I presupposti del brano. Non possiamo però comprendere appieno la profezia di Amos se non teniamo conto del contesto dell'intero, e del suo substrato teologico. Perché il profeta si occupa di fatti socio-economici? Che hanno a che vedere con il patto religioso tra Dio e il popolo?

Proprio una profonda consapevolezza dell'Alleanza è alla base della denuncia di Amos. Con l'Esodo, Dio libera il popolo, perché diventi popolo dell'Alleanza. Ora però Israele è ridivenuto un popolo di schiavi. L'Alleanza è stata svuotata, e viene celebrata nei santuari religiosi da quegli stessi ricchi che l'hanno di fatto calpestata e ignorata. La fede nel Dio di Israele, che potrebbe cementare il popolo contro i nemici esterni, e dargli piena unità d'intenti, è trascurata.

La parola profetica chiave di comprensione del Vangelo

Fin qui abbiamo dato voce al profeta dell'ottavo secolo avanti Cristo. Alcuni paralleli sono sorprendenti: un'epoca di prosperità e benessere; il lusso sfrenato che induce all'indifferenza; forti disuguaglianze; la corruzione e l'arroganza degli arricchiti. Non possiamo però ignorare le differenze: quelli che nell'antichità erano segni di lusso, sono oggi abituali nelle nostre case. Lo squilibrio tra ricchi e poveri è oggi percepibile più su scala mondiale che all'interno dei nostri paesi e delle nostre città. Il profeta parla di quello che vede direttamente, nella sua città; noi parliamo di ciò che vediamo alla televisione, in tutto il mondo. E' meglio essere molto cauti, mentre tentiamo di applicare al nostro mondo le profezie di Amos. Le sue parole non sono come una delle tante notizie catastrofiche che ci giungono, per le quali proviamo un'emozione fugace, un moto di pessimismo, e infine la voglia di distrarci e pensare ad altro (e così proliferano in TV le trasmissioni sportive, le veline e i "reality show").
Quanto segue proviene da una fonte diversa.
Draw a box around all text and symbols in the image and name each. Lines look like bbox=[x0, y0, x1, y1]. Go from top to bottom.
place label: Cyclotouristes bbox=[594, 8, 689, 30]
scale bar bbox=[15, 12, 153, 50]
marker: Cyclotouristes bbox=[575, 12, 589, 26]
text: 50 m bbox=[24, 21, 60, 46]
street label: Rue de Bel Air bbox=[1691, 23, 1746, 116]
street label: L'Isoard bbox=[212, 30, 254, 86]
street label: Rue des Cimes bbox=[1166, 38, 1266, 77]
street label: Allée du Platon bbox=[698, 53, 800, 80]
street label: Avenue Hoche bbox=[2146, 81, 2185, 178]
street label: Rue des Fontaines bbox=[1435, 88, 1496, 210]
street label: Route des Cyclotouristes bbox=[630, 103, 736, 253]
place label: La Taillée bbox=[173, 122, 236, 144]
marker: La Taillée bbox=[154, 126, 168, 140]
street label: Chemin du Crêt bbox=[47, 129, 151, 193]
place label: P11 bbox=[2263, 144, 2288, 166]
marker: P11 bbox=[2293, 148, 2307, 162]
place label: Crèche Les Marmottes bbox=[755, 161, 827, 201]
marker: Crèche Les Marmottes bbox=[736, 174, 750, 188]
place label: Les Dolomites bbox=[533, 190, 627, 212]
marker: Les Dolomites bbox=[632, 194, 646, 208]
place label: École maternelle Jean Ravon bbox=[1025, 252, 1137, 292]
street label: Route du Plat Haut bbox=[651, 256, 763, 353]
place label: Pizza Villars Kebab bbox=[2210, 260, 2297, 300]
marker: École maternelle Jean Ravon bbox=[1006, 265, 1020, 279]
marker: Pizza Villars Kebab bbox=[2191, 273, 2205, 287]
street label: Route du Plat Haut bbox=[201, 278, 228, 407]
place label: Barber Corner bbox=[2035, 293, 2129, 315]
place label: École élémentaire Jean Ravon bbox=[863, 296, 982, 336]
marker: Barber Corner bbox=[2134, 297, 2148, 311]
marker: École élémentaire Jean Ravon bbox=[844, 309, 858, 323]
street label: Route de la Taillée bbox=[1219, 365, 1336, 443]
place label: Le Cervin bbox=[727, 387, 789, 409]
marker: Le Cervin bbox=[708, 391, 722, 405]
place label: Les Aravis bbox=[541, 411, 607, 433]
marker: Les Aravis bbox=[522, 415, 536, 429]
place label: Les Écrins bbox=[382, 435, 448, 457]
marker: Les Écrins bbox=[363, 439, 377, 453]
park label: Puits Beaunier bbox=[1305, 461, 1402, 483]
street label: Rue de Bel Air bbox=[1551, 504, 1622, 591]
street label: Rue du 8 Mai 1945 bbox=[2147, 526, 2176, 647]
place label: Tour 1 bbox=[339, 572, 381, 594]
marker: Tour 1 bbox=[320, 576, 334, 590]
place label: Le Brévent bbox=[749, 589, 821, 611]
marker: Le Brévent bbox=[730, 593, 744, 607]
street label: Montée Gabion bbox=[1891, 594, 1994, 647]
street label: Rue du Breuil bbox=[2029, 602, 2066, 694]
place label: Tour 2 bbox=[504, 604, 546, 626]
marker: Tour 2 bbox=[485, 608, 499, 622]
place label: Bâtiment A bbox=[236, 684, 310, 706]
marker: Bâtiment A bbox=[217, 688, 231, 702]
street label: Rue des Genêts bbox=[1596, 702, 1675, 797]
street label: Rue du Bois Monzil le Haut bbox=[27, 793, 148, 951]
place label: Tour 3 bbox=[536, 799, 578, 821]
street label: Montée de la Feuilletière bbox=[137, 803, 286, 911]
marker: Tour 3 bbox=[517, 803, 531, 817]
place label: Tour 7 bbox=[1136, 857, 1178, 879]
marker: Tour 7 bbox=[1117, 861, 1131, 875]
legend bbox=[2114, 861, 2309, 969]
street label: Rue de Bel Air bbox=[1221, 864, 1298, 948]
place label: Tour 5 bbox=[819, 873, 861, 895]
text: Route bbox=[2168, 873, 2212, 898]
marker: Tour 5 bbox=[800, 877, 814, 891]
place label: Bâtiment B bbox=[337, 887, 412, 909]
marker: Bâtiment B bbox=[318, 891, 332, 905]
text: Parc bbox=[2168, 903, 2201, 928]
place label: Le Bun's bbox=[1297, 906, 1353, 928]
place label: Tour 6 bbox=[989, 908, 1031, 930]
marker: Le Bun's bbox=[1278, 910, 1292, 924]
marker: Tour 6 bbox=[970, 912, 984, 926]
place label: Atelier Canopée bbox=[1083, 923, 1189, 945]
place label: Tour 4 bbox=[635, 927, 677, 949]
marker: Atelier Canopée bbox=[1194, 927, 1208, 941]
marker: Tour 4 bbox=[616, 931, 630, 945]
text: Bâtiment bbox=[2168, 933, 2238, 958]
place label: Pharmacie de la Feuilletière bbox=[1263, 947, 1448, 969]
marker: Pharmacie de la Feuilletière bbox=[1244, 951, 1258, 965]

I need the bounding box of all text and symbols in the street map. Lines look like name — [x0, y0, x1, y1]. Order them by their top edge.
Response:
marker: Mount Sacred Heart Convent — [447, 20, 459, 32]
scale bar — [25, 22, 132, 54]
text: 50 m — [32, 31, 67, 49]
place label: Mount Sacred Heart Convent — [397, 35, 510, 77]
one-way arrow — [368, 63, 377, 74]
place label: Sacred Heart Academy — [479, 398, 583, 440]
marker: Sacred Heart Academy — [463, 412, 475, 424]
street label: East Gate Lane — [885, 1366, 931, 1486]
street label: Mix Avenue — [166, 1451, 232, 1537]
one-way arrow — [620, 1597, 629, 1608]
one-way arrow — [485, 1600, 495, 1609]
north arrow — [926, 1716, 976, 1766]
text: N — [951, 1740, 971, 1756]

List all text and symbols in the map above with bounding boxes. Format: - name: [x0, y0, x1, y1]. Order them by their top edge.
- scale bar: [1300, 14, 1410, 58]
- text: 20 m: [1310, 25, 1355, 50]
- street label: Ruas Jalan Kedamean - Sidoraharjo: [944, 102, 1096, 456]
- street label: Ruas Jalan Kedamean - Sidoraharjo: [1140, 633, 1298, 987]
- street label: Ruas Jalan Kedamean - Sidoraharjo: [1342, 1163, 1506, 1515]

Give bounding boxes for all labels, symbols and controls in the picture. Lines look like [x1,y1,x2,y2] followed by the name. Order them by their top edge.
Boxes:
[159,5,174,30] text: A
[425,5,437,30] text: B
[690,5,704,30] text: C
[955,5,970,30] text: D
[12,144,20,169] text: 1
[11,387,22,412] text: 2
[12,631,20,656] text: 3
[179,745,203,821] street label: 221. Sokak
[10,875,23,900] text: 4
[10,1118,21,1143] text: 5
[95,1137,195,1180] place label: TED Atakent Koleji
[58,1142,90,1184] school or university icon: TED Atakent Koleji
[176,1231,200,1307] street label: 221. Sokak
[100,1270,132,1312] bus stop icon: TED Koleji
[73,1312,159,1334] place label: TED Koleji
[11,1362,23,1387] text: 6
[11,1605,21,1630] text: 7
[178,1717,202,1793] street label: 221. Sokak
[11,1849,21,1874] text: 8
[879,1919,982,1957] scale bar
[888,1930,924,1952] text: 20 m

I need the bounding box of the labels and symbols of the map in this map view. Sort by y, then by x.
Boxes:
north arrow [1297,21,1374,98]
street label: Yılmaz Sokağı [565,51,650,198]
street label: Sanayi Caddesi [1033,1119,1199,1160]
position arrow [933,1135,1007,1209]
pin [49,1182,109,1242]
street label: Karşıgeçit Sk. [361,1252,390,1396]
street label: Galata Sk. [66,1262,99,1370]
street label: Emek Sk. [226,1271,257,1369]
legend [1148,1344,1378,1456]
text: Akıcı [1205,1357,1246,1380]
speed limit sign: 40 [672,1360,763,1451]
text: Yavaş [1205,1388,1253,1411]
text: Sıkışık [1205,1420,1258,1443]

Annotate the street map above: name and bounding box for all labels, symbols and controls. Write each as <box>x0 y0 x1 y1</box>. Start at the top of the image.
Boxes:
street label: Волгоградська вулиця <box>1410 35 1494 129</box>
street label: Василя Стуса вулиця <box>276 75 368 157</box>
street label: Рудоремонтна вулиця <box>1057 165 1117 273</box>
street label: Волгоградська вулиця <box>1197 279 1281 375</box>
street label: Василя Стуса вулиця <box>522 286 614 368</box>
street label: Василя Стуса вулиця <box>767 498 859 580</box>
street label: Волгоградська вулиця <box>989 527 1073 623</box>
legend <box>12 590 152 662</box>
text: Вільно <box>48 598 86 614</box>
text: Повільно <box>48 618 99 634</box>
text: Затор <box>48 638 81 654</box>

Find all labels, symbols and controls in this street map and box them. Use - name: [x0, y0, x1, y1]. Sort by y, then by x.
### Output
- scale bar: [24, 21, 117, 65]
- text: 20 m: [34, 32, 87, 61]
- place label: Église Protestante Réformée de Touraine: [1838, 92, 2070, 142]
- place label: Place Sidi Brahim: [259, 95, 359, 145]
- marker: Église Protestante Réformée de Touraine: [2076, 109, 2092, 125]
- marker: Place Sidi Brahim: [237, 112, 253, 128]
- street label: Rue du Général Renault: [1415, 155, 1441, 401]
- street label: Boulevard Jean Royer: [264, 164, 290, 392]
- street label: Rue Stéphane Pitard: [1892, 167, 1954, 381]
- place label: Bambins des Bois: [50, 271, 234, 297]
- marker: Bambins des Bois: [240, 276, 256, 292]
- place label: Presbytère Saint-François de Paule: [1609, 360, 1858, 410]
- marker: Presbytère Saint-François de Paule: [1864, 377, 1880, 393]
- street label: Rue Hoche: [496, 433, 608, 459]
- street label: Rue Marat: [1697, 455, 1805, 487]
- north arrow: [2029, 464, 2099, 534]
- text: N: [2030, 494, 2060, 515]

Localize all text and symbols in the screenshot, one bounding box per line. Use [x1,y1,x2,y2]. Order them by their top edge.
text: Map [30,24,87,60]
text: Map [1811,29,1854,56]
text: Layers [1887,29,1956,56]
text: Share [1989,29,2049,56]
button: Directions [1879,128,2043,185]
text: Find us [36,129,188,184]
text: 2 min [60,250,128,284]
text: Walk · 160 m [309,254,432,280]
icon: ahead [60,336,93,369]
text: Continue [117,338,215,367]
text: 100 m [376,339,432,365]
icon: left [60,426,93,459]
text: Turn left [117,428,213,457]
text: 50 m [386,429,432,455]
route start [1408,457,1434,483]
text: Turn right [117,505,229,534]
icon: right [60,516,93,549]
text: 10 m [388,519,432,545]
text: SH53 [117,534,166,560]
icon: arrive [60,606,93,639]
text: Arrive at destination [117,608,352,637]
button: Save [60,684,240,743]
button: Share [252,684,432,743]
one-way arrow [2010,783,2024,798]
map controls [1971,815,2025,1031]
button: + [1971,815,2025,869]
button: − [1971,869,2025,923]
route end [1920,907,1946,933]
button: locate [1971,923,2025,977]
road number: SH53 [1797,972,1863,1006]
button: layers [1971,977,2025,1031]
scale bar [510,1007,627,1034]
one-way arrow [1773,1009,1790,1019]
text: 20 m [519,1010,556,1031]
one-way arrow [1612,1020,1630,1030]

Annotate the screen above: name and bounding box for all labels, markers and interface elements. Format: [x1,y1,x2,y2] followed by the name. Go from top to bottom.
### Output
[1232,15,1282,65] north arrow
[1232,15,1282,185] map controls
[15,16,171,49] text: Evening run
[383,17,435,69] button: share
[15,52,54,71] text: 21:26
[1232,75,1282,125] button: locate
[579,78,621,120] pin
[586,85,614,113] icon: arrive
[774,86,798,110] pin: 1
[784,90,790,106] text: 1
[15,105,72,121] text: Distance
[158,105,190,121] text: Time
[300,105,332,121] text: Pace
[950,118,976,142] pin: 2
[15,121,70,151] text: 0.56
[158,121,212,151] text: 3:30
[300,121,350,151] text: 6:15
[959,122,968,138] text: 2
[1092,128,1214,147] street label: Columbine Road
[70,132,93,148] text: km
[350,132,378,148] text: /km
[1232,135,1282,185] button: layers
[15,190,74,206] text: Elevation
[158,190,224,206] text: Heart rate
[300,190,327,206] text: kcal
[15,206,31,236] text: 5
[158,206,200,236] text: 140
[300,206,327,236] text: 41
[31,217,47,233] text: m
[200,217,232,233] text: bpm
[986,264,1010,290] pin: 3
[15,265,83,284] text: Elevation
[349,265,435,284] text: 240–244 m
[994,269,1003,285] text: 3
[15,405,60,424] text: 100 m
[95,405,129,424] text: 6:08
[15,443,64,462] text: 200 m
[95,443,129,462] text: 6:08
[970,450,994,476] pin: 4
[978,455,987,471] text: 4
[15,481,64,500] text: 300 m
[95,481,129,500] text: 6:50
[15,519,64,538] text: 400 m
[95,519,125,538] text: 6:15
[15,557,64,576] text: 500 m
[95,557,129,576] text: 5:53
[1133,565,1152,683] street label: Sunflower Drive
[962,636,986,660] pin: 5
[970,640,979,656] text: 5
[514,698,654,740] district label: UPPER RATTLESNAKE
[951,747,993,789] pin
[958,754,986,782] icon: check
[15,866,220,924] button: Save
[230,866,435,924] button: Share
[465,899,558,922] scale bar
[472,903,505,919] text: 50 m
La parola del profeta ci provoca più in profondità. Ci spinge innanzitutto ad aprire gli occhi: egli non si limita ad ammirare o invidiare il lusso dei ricchi di Israele, ma cerca di comprendere al di là delle apparenze. Dietro una vita indubbiamente splendida, si nascondono ingiustizie, soprusi, indifferenza. Che cosa si nasconde dietro il nostro benessere?

La parola del profeta ci invita a denunciare il male. Non con parole generiche, accuse vaghe, propositi velleitari. Amos parla con esempi precisi, immagini che in poche pennellate tratteggiano un quadro sorprendentemente vivo della società del suo tempo. (Certamente, per noi è più difficile capire, ed è più difficile parlare. Comprendere una realtà complessa e globalizzata è più difficile che capire l'Israele dell'ottavo secolo. E per quel che riguarda il comunicare, sarebbe ancora più difficile oggi per il profeta farsi strada in mezzo alle tante voci - televisive e non - che ci bombardano quotidianamente).

Soprattutto, la voce del profeta che ancora oggi risuona nelle nostre comunità, invita alla conversione. Il linguaggio scelto è il più drastico: la prospettiva del castigo. Ed è la stessa scelta del Vangelo. La nostra ottusità spesso ci impedisce di vedere il male insito nelle nostre azioni e nelle situazioni che ne derivano. Il profeta però mostra la conseguenza - non immediata - del comportamento degli Israeliti: la deportazione e l'esilio. Gesù mostra l'esito ultimo di una vita vissuta unicamente per la ricchezza: la lontananza dai fratelli, la lontananza da Dio. In altri termini: l'inferno. Ma il castigo sta sullo sfondo, al termine di un cammino che resta da percorrere Perché non cambiare strada?

Flash sulla II lettura

"Combatti la buona battaglia dellafede... ": il paragone militare ricorre in altri passi del Vangelo. Si tratta ovviamente di una guerra metaforica, da combattere con "la fede, la carità, la pazienza, la mitezza". L'immagine sottolinea il dovere del discepolo di dare testimonianza, anche in condizioni avverse o difficili. Per noi potrebbe significare l'esigenza di ridiventare missionari e protagonisti, non solo esecutori automatici e stanchi ripetitori di consuetudini ormai logore.

"Cristo, che ha fatto la sua bella professione di fede davanti a Pilato": Gesù davanti a Pilato rappresenta il modello della lotta del discepolo. Disarmato, solo, senza nessuna protezione, unicamente dotato della forza della Parola, completamente affidato al Padre.